Se desenvolvemos o filósofo que temos dentro de nós, à experiência que cada qual tenha adquirido nas áreas da sua especialidade podemos somar uma perspectiva global que permita ver nossa especialidade como uma parte de um todo, e não querer reduzir a realidade polifacetária a apenas uma parte, para não perder a estabilidade pessoal.

Para ser filósofo, há que perder o medo do diferente, há que sair do egocentrismo primário, há que deixar de lado o autismo cultural, mas vale a pena fazê-lo, ou pelo menos tentá-lo.

A vocação nossa de cada dia (XVI) – MOTIVAÇÃO VOCACIONAL

A motivação vocacional é um aspecto da vocação que tem a ver não só com a educação, mas também com o trabalho e o seu desenvolvimento empresarial. A motivação talvez seja hoje um dos custos mais altos na sociedade, tanto em nível de rendimento educacional, quanto de condições de produção e de benefícios econômicos e financeiros.

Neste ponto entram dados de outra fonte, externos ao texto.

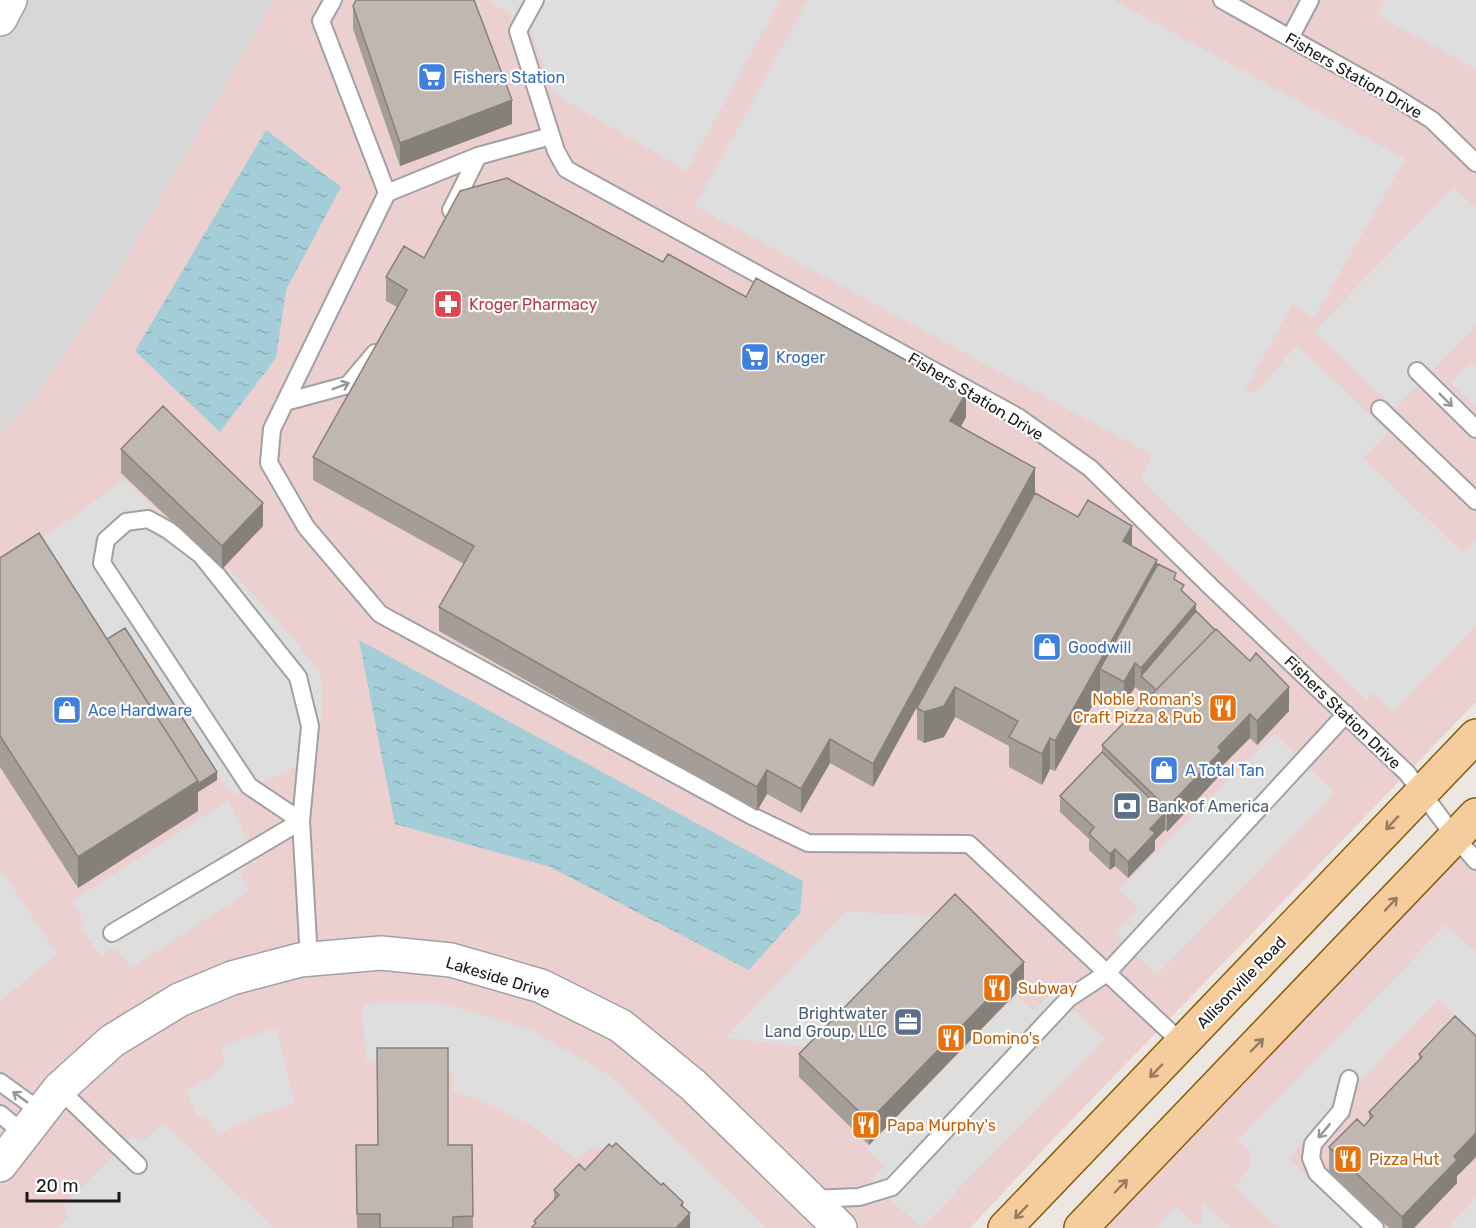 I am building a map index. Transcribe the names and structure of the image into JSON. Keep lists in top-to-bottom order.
{
  "streets": {
    "main road": ["Allisonville Road"],
    "street": ["Lakeside Drive"],
    "lane": ["Fishers Station Drive"]
  },
  "crossings": [
    ["Fishers Station Drive", "Allisonville Road"]
  ],
  "places": {
    "supermarket": ["Fishers Station", "Kroger"],
    "pharmacy": ["Kroger Pharmacy"],
    "shop": ["Goodwill", "Ace Hardware", "A Total Tan"],
    "restaurant": [
      "Noble Roman's Craft Pizza & Pub",
      "Subway",
      "Domino's",
      "Papa Murphy's",
      "Pizza Hut"
    ],
    "bank": ["Bank of America"],
    "office": ["Brightwater Land Group, LLC"]
  },
  "scale_bar": "20 m"
}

A necessidade de satisfação em se trabalhar numa área torna a motivação um dos bens mais importantes em qualquer ordem de coisas em que os seres humanos devam gerar resultados. De modo geral, esta questão é uma preocupação constante por parte de líderes, dirigentes e educadores em geral, porém no momento atual não existem soluções claras e permanentes. Uma das razões disso é que a motivação é considerada, tratada e trabalhada à margem da vocação. A fonte e o motor da motivação é a vocação, desvinculada desta, a motivação fica como um peixe fora d’água: se assim for mantido durante muito tempo, morre. Nada é mais estimulante do que trabalhar naquilo que se quer fazer, que se gosta fazer e que se faz bem, e quando isso acontece aparecem também condições estimulantes para trabalhar.

A definição de um ambiente de trabalho é uma das questões mais importantes quando se consideram os fatores que potencializam a motivação e, junto com isso, a forma adequada de comunicação entre os diferentes níveis de delegação e responsabilidades. Outro fator importante são os conselhos de trabalho ou a participação de todos os componentes de um sistema de trabalho no planejamento e criação de projetos, de tal forma que cada pessoa protagonize o desenvolvimento dos trabalhos na parte que lhe toca. Isso colabora de forma direta para o aparecimento de um outro fator que é dos mais importantes na alimentação necessária para o crescimento da motivação de forma permanente: a necessária autonomia, que Maslow e outros pesquisadores definem como fundamental necessidade humana. A motivação, além de ser o motor de qualquer atividade humana, também possui uma estrutura alicerçada em fatores como os que foram descritos anteriormente. E é fundamental que a educação influencie esses fatores e os transmita como cultura educacional aos centros de trabalho, que, na medida em que adquiram bons resultados nesta área, poderão também colaborar com a educação de base para investir no futuro de seus empreendimentos, poupando custos desnecessários e gerando cada vez mais condições para que o trabalho seja também um caminho de realização para os seres humanos.